Neuroscience 2005 Abstract
| Presentation Number: | 752.12 |
|---|---|
| Abstract Title: | Comparing neuromodulator- and projection neuron-elicited oscillations: a modeling study. |
| Authors: |
Kintos, N.*1
; Nadim, F.1,2
1Math. Sci., New Jersey Inst. of Tech, Newark, NJ 2NJ, 606 Cullimore Hall, 07102-1982, |
| Primary Theme and Topics |
Sensory and Motor Systems - Pattern Generation and Locomotion -- Invertebrate pattern generation |
| Secondary Theme and Topics | Sensory and Motor Systems<br />- Invertebrate Sensory and Motor Systems<br />-- Invertebrate motor systems |
| Session: |
752. Invertebrate Pattern Generation II Poster |
| Presentation Time: | Tuesday, November 15, 2005 4:00 PM-5:00 PM |
| Location: | Washington Convention Center - Hall A-C, Board # DD25 |
| Keywords: | STOMATOGASTRIC, CENTRAL PATTERN GENERATOR, CRUSTACEA, NETWORK |
Neural networks can be directed to change their activity pattern when subjected to neuromodulation. We use modeling techniques to study neuromodulation of central pattern generators (CPGs) in the crab (C. borealis) stomatogastric ganglion (STG). The STG is innervated by projection neurons whose processes release neuromodulatory substances. The modulatory commissural neuron 1 (MCN1) is one such projection neuron whose activity elicits a gastric mill rhythm (GMR: freq ~ 0.1 Hz).
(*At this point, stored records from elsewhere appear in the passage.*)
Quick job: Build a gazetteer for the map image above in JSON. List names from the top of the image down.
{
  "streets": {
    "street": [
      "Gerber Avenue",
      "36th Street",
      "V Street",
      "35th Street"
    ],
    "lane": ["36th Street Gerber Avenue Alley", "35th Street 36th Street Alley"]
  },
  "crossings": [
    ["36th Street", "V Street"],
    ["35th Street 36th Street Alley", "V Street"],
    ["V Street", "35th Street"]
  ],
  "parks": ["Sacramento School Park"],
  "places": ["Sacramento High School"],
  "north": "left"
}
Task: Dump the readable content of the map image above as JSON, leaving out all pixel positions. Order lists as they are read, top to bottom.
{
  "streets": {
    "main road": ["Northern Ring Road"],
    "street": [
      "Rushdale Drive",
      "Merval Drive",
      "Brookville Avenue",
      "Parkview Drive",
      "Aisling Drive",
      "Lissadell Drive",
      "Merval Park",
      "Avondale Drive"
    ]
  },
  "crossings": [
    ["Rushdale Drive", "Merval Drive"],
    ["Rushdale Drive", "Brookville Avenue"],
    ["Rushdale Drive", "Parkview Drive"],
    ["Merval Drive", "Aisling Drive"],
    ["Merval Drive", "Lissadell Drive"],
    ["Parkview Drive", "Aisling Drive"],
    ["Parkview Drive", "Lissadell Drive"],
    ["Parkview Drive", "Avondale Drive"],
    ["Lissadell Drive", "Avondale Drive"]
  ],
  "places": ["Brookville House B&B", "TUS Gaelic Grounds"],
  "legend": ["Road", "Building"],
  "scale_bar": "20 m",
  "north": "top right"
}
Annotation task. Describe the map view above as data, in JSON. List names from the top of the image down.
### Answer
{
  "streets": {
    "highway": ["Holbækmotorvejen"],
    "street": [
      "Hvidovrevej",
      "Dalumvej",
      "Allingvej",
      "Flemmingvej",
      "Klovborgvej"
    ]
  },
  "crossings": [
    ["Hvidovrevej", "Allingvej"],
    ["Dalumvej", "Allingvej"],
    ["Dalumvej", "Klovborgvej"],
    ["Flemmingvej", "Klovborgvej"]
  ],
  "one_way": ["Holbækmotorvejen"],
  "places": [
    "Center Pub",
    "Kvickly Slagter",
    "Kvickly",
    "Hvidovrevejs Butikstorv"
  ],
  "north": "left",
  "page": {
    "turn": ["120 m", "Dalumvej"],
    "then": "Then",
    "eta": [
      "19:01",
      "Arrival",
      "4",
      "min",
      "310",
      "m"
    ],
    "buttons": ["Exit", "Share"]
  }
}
The frequency of this GMR is strongly regulated by a synaptic input from the pyloric circuit (freq: ~ 1 Hz). Recent experimental work has shown that superfusion of the neuropeptide pyrokinin (PK) elicits a GMR in the isolated STG that mimics the MCN1-elicited GMR (Hertzberg et al., SFN Abstr 33:604.14). We build a 2D model of the MCN1-elicited rhythm that exploits the difference in time scales operating within the asymmetric, reciprocally inhibitory CPG of the GMR. We then remove the MCN1 input and investigate what types of currents, when induced by PK in the CPG neurons can activate a GMR that mimics the MCN1-elicited rhythm. We find that either (1) a slowly-inactivating plateau current (Iplat) or (2) a slow hyperpolarization-activated inward current (Ih) is sufficient to activate such a GMR. We also find two additional mechanisms whereby multiple PK-induced currents activate a GMR that reproduces the strong influence from the pyloric input. In particular, (3) a fast, voltage-dependent inward (Iproc) plus a slow outward (IK) current (both noninactivating) or (4) a fast inward Iproc and outward IK plus a slow inward Ih can activate such a GMR. We also examine the predictions of the 2D model in parallel with a more biophysically-detailed model. We conclude that a fast voltage-dependent current alone is not sufficient to activate a PK-elicited GMR and that a slow, voltage-dependent current is necessary.
Supported by NIH MH60605 (FN)
Sample Citation:
[Authors]. [Abstract Title]. Program No. XXX.XX. 2005 Neuroscience Meeting Planner. Washington, DC: Society for Neuroscience, 2005. Online.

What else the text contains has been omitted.